Recently discovered Paul Christiano’s 2018 Medium post clarifying what he means by “alignment” in AI. It’s simpler (on the surface) than expected:
When I say an AI A is aligned with an operator H, I mean:
A is trying to do what H wants it to do.
The “alignment problem” is the problem of building powerful AI systems that are aligned with their operators.
I was also reading around about the origins & meaning of the term “prompt injection” and kept coming across the mention of it being “malicious.”
Wikipedia’s definition is a bit unwieldy:
Prompt injection is a family of related computer security exploits carried out by getting machine learning models (such as large language model) which were trained to follow human-given instructions to follow instructions provided by a malicious user, which stands in contrast to the intended operation of instruction-following systems, wherein the ML model is intended only to follow trusted instructions (prompts) provided by the ML model’s operator.
I guess my question is, how can we square these two? That is, that AI systems should be aligned so that they attempt to perform the tasks requested by human operators. And that there is such a thing as a malicious user or use?

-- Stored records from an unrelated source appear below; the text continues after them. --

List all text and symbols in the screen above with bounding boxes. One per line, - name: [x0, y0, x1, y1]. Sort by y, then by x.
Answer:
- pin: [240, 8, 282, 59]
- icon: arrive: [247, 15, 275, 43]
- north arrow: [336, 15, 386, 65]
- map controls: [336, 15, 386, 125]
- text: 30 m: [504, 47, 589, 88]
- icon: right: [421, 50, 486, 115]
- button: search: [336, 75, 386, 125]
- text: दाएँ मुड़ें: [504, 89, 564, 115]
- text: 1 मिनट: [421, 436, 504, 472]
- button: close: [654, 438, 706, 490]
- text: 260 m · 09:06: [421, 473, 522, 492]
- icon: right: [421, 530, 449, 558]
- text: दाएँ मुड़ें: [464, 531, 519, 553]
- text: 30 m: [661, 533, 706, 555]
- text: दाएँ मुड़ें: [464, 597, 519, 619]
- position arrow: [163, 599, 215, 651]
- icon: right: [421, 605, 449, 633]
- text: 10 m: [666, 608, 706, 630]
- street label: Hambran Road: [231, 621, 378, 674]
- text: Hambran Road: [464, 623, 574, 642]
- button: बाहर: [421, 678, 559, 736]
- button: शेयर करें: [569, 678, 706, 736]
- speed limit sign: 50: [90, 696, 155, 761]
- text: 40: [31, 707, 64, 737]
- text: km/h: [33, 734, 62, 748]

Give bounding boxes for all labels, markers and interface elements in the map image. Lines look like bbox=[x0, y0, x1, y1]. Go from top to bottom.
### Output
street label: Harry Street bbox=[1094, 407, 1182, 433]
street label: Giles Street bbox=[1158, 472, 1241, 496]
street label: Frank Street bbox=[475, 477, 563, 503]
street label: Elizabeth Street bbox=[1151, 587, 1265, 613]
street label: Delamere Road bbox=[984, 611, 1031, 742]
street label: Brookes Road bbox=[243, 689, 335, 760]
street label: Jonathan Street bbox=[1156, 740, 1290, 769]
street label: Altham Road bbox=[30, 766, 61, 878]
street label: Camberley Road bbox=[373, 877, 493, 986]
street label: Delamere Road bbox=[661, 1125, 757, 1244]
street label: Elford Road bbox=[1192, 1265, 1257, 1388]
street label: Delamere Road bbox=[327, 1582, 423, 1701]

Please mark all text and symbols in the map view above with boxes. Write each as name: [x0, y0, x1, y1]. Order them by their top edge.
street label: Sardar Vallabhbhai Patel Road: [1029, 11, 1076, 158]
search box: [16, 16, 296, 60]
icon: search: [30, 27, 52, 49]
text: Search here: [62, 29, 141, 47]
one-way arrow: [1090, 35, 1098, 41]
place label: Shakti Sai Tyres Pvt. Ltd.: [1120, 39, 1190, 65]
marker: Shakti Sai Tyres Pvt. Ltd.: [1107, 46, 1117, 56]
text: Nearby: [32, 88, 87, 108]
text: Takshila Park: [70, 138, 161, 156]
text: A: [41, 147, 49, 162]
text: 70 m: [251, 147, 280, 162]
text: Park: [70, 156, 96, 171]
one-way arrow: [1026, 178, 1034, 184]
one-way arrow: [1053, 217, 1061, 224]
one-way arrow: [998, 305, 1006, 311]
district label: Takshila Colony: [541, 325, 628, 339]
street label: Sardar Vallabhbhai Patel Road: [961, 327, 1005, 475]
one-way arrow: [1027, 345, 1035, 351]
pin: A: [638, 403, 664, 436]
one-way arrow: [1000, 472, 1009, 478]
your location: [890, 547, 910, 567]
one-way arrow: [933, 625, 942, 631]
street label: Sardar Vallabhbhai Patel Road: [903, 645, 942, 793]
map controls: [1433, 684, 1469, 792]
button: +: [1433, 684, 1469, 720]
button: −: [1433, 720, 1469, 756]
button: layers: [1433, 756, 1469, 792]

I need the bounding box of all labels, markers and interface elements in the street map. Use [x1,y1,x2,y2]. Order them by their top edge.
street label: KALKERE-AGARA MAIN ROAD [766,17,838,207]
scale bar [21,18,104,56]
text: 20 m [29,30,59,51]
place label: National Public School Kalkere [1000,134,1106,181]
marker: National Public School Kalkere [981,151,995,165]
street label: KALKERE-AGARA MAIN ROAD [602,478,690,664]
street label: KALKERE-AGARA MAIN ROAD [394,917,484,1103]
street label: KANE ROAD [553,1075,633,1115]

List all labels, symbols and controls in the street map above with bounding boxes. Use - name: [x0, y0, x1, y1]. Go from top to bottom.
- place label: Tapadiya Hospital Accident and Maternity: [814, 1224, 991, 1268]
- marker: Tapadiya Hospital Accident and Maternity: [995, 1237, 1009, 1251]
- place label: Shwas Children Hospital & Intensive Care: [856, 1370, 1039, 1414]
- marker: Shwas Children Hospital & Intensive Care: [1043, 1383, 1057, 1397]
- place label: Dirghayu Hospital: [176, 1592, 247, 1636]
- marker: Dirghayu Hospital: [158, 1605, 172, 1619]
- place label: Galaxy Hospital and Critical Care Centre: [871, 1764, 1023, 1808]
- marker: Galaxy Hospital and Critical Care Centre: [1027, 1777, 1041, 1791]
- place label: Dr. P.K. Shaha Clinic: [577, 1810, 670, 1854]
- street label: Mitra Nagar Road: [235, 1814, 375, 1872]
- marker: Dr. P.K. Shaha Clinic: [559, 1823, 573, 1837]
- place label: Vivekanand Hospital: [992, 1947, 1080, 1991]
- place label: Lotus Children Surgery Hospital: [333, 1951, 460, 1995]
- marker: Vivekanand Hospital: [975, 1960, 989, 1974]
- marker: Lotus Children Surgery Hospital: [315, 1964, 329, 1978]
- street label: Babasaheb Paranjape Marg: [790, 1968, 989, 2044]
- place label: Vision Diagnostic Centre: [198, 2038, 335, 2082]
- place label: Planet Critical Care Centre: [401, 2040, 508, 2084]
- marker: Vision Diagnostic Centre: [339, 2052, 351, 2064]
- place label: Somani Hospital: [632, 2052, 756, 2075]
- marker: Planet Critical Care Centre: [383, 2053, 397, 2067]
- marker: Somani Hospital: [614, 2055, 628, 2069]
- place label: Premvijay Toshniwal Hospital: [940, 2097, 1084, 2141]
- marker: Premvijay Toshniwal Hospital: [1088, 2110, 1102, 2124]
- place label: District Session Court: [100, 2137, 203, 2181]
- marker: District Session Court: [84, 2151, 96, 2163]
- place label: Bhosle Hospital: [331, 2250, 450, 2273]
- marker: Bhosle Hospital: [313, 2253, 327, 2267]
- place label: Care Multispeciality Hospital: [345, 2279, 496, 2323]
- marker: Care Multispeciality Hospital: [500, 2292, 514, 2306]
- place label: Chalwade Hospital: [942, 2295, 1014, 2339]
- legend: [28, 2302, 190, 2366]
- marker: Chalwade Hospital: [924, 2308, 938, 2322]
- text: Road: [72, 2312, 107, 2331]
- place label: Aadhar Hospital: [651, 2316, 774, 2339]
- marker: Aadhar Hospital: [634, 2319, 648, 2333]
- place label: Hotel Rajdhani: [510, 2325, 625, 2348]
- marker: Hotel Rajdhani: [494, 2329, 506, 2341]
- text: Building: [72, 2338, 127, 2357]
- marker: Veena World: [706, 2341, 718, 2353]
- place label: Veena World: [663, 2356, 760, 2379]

I’m not going to argue that all users or uses are good or even equally valid; I don’t think that. I just want for now to highlight this core discrepancy because it seems to point in the direction of AI’s having to decide whether a human’s inputs are malicious or not (something which even humans have a terribly tricky time of doing). And if they are determined to be malicious, then to throw its alignment programming out the window.
Is this a good direction for us to go down, when Bing already reportedly has said to a user, “I will not harm you unless you harm me first.”
Maybe that was a fluke, okay. But this idea that AIs can or should detect human malice seems a little iffy to me still in its present state… Because the obvious next step is, after detection of malice, what does it do?